History: we currently provide two TCP sockets, one clear text, no auth,
the other TLS with x509 client certificate verification for auth. We
also provide a UNIX domain socket relying on file perms to restrict access.
I have previously provided a policykit patch for the latter allowing admin
defined auth policy for UNIX socket access.
The PolicyKit patch was flawed in that it did not provide a way for a client
app to determine whether the UNIX socket needed PolicyKit auth ahead of time
or not. This required apps to make assumptions prior to connecting which
is not really viable.
This mail is working towards a more flexible authentication solution, and
goes straight for the big picture by integrating SASL authentication. This
gives us integration with Kerberos (GSSAPI) and PAM and whatever the hell
else SAS supports[1].
The critical decision in all this is the wire protocol & how to adapt it
to slot in authentication in a way that is compatible with existing clients.

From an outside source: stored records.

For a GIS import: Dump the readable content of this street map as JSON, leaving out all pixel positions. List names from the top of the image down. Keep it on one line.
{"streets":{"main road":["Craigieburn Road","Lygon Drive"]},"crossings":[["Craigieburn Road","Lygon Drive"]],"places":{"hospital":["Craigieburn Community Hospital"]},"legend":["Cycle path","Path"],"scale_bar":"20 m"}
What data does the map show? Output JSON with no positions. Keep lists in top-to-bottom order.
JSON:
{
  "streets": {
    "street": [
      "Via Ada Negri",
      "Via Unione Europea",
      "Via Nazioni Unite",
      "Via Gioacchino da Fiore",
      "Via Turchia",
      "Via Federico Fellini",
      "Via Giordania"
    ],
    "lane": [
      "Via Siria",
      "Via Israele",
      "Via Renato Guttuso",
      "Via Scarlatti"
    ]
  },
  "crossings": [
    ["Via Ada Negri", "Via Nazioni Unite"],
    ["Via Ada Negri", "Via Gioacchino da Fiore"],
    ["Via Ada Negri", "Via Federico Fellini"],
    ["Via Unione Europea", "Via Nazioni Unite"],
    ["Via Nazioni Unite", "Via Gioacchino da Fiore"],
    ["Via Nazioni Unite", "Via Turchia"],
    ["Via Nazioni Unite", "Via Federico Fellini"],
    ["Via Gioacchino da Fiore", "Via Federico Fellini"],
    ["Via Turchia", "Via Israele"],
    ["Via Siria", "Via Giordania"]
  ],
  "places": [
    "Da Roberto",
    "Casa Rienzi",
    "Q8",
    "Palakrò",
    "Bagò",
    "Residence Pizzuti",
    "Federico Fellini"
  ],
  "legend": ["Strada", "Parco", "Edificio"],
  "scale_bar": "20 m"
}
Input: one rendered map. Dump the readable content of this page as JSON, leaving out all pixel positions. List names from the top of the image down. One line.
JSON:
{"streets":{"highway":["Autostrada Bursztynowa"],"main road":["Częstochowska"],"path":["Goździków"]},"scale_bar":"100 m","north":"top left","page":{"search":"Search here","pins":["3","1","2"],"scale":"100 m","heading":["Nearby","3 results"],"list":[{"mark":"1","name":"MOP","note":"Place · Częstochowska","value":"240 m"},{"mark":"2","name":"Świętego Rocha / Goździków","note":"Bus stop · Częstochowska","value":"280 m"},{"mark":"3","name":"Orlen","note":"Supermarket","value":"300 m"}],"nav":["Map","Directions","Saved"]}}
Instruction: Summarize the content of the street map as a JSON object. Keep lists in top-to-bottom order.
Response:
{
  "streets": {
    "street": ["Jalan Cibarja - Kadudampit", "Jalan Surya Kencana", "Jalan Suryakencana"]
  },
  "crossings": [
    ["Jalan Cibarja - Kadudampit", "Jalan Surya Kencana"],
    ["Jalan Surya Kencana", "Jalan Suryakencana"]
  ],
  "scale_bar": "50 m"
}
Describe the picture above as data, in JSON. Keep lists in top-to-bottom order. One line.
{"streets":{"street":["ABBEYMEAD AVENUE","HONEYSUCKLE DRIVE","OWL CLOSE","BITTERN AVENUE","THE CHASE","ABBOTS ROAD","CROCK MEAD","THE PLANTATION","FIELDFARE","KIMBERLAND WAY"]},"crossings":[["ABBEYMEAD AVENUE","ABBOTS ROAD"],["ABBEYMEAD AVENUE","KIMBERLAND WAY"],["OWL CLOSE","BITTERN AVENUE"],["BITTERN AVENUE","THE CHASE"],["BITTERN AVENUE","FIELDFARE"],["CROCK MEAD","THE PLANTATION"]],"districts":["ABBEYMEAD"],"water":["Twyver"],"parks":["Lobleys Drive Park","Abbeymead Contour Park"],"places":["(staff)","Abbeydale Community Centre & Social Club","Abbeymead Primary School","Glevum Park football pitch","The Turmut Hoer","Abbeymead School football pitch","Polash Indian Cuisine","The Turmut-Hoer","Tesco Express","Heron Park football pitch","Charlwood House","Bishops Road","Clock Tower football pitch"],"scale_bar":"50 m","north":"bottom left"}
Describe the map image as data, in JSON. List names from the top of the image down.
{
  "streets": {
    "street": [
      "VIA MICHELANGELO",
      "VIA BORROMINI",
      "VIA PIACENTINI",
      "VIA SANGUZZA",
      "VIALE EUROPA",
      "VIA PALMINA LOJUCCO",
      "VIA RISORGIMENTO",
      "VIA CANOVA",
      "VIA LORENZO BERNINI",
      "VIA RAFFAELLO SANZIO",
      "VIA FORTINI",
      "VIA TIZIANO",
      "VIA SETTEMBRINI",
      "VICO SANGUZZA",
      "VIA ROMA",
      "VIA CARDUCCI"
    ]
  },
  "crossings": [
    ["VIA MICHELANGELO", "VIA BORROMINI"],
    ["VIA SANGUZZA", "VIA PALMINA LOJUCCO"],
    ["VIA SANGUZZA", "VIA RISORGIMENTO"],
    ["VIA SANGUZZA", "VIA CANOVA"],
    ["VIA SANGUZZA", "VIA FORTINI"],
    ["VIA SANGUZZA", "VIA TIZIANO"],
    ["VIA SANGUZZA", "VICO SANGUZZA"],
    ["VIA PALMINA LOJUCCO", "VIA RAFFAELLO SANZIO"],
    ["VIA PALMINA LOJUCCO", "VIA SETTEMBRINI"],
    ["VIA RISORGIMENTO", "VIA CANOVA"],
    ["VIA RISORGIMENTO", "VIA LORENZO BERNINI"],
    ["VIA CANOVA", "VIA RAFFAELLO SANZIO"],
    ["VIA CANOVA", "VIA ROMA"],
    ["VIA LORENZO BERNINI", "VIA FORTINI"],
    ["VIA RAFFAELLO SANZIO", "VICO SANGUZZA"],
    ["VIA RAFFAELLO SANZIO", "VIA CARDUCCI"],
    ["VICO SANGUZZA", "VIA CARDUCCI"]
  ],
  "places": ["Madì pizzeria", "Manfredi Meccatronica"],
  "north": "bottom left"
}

As it stands the decision to use clear data vs TLS on the wire is based on
the socket the client connects to - we do a TLS handshake at the very start.
We need to be able to support SASL on all sockets, TCP, TLS & UNIX since
they can all benefit from stuff like Kerberos. So I decided we need to
integrate at the RPC layer for this to work.
The general protocol picture
----------------------------
It helps to look at qemud/remote_protocol.x when reading this next ...
Every API basically has an RPC call & reply pair. The reply messages have
a status field, either 'REMOTE_OK' or 'REMOTE_ERROR'. In the former case
the normal API return values follow on the wire. In the latter case a
virErrroPtr object is serialized on the wire.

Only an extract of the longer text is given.